── Provided records

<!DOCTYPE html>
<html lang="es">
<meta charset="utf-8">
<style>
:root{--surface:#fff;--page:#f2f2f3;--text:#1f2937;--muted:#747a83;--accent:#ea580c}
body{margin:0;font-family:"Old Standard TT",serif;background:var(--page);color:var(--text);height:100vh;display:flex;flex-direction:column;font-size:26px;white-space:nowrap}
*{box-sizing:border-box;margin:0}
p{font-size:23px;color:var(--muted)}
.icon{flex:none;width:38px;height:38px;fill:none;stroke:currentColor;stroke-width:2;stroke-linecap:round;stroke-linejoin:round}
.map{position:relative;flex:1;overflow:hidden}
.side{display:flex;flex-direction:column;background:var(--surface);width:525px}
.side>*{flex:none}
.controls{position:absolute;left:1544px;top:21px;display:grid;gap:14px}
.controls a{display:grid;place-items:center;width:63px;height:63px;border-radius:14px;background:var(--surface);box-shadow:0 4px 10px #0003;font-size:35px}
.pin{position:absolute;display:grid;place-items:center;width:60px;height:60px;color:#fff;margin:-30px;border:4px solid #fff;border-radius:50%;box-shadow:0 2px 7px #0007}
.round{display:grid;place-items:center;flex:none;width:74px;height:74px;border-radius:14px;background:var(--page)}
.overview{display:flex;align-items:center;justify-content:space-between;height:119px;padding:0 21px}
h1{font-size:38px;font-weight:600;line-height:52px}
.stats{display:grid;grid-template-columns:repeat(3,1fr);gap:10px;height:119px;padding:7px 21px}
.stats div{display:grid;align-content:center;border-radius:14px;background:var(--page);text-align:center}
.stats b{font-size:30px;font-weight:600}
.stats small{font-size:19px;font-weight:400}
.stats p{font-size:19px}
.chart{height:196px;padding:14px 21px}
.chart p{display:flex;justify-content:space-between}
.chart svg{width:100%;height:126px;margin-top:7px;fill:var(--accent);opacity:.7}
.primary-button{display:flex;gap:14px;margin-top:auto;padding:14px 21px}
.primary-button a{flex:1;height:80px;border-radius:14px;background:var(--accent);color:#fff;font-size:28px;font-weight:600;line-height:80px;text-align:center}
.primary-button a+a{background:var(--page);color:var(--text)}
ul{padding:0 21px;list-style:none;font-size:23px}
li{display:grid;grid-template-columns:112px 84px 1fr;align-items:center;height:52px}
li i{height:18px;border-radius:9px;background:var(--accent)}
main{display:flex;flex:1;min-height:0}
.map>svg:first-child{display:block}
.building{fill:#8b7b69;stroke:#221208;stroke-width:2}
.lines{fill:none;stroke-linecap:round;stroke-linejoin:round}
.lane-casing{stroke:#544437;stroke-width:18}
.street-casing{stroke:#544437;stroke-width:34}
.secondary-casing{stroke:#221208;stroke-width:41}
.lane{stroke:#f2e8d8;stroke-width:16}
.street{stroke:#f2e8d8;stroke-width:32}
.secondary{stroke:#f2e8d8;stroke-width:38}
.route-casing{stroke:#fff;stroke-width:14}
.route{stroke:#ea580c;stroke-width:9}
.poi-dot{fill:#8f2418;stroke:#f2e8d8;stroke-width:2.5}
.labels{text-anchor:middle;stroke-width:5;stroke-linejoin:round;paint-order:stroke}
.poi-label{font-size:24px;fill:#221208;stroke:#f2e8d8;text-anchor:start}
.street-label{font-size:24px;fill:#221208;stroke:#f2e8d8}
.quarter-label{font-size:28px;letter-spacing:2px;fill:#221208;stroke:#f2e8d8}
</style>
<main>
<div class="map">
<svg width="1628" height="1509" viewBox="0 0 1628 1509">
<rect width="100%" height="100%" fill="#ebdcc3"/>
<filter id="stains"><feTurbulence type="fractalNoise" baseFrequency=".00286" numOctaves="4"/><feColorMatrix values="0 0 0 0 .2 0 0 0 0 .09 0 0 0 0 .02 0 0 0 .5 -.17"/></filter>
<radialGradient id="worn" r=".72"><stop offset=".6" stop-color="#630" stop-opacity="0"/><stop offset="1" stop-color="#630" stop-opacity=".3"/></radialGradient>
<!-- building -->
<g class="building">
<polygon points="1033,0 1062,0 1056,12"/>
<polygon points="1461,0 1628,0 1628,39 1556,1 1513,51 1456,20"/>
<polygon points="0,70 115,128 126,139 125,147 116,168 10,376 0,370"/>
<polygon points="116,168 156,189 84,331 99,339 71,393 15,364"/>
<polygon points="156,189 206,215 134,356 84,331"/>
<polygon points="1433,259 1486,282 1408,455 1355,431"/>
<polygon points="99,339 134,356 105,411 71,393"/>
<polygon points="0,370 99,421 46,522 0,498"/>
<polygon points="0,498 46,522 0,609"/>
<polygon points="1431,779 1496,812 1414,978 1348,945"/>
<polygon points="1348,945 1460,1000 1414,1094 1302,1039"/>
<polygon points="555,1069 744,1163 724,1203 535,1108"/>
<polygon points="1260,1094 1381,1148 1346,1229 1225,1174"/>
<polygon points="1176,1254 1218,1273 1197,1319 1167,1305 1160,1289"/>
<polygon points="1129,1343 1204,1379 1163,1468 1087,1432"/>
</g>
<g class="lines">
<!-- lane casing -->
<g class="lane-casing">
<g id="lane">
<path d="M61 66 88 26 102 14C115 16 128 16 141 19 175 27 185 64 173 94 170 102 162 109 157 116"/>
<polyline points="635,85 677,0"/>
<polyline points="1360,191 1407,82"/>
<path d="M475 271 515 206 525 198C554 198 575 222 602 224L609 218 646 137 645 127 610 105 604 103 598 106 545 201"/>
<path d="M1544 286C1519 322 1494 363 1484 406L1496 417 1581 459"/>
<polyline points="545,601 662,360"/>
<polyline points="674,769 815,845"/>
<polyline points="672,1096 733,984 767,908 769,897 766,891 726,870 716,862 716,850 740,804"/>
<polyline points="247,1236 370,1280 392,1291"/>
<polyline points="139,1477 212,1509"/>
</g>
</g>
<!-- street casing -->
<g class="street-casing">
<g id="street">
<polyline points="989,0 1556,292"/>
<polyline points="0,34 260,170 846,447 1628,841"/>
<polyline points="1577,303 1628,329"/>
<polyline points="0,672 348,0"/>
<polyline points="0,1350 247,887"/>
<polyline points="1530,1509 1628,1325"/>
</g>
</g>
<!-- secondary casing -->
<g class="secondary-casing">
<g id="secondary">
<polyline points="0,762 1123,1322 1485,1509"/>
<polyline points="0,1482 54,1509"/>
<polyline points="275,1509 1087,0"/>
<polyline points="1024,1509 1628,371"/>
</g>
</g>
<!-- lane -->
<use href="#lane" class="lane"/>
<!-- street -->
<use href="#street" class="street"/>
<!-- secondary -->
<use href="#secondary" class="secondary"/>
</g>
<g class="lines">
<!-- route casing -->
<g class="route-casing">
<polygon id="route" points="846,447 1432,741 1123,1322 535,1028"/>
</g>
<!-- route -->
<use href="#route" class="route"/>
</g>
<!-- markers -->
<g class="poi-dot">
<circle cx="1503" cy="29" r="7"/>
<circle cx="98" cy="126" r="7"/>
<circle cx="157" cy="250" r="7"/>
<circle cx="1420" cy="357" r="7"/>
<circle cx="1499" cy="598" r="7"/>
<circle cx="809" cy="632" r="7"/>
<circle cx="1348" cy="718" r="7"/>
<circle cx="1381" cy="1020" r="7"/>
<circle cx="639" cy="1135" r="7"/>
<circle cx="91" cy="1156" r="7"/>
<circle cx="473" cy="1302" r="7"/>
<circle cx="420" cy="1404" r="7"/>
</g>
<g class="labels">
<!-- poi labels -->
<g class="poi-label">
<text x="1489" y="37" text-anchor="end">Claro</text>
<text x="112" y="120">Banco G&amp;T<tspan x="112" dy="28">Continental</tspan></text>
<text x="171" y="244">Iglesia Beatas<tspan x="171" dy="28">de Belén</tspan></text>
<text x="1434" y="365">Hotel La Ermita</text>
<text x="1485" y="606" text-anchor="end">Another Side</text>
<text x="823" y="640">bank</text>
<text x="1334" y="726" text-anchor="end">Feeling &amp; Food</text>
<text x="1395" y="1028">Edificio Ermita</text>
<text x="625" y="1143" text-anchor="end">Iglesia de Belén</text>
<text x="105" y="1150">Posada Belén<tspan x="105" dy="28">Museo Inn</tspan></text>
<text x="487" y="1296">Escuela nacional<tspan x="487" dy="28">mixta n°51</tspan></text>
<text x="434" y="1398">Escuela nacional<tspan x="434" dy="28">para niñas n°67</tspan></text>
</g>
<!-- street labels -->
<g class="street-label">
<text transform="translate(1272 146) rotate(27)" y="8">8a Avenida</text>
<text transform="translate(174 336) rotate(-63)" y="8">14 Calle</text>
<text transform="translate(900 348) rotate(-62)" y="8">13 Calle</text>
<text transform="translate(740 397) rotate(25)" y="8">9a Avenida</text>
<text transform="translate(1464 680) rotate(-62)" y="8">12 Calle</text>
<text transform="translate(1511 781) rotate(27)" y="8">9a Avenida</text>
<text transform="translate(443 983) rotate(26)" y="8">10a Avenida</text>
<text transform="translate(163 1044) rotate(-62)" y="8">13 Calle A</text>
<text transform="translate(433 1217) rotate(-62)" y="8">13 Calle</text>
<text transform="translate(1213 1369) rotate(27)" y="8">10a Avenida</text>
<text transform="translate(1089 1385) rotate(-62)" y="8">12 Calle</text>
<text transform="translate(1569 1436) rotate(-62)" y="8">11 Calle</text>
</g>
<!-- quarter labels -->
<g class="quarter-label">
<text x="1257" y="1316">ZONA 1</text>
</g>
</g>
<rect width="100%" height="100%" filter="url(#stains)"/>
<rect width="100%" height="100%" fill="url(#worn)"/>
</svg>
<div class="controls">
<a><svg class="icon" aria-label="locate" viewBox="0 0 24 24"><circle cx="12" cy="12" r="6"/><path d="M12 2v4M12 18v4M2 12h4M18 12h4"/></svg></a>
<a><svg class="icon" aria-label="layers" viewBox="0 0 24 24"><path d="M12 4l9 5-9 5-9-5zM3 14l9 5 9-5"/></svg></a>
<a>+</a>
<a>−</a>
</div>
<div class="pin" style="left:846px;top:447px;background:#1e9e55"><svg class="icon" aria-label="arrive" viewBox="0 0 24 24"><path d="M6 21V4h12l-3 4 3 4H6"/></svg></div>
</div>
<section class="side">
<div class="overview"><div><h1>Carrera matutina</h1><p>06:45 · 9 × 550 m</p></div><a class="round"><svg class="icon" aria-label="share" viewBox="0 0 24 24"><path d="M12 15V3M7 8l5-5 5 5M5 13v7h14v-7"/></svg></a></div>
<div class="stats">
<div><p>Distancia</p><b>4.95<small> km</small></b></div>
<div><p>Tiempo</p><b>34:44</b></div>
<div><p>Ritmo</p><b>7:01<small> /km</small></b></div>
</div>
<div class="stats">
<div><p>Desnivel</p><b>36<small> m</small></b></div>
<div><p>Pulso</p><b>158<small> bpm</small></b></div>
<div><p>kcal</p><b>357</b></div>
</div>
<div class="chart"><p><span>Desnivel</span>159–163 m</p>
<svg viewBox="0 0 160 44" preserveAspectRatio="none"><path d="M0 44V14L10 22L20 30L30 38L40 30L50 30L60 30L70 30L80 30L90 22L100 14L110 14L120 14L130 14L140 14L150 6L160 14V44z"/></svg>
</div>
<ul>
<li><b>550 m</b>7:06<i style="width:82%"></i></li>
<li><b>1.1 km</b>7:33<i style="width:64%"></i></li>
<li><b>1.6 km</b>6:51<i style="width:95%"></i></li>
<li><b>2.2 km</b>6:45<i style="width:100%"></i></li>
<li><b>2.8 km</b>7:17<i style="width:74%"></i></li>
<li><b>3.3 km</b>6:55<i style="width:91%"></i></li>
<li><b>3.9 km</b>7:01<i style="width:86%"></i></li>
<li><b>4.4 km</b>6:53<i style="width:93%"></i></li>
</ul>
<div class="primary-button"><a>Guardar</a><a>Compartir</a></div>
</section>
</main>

────

## Work to be completed
Each line from the one containing "<div><p>Pulso</p><b>158<small> bpm</small></b></div>" to the close of the records must appear in the output exactly, and no other line.

## Expected answer
<div><p>Pulso</p><b>158<small> bpm</small></b></div>
<div><p>kcal</p><b>357</b></div>
</div>
<div class="chart"><p><span>Desnivel</span>159–163 m</p>
<svg viewBox="0 0 160 44" preserveAspectRatio="none"><path d="M0 44V14L10 22L20 30L30 38L40 30L50 30L60 30L70 30L80 30L90 22L100 14L110 14L120 14L130 14L140 14L150 6L160 14V44z"/></svg>
</div>
<ul>
<li><b>550 m</b>7:06<i style="width:82%"></i></li>
<li><b>1.1 km</b>7:33<i style="width:64%"></i></li>
<li><b>1.6 km</b>6:51<i style="width:95%"></i></li>
<li><b>2.2 km</b>6:45<i style="width:100%"></i></li>
<li><b>2.8 km</b>7:17<i style="width:74%"></i></li>
<li><b>3.3 km</b>6:55<i style="width:91%"></i></li>
<li><b>3.9 km</b>7:01<i style="width:86%"></i></li>
<li><b>4.4 km</b>6:53<i style="width:93%"></i></li>
</ul>
<div class="primary-button"><a>Guardar</a><a>Compartir</a></div>
</section>
</main>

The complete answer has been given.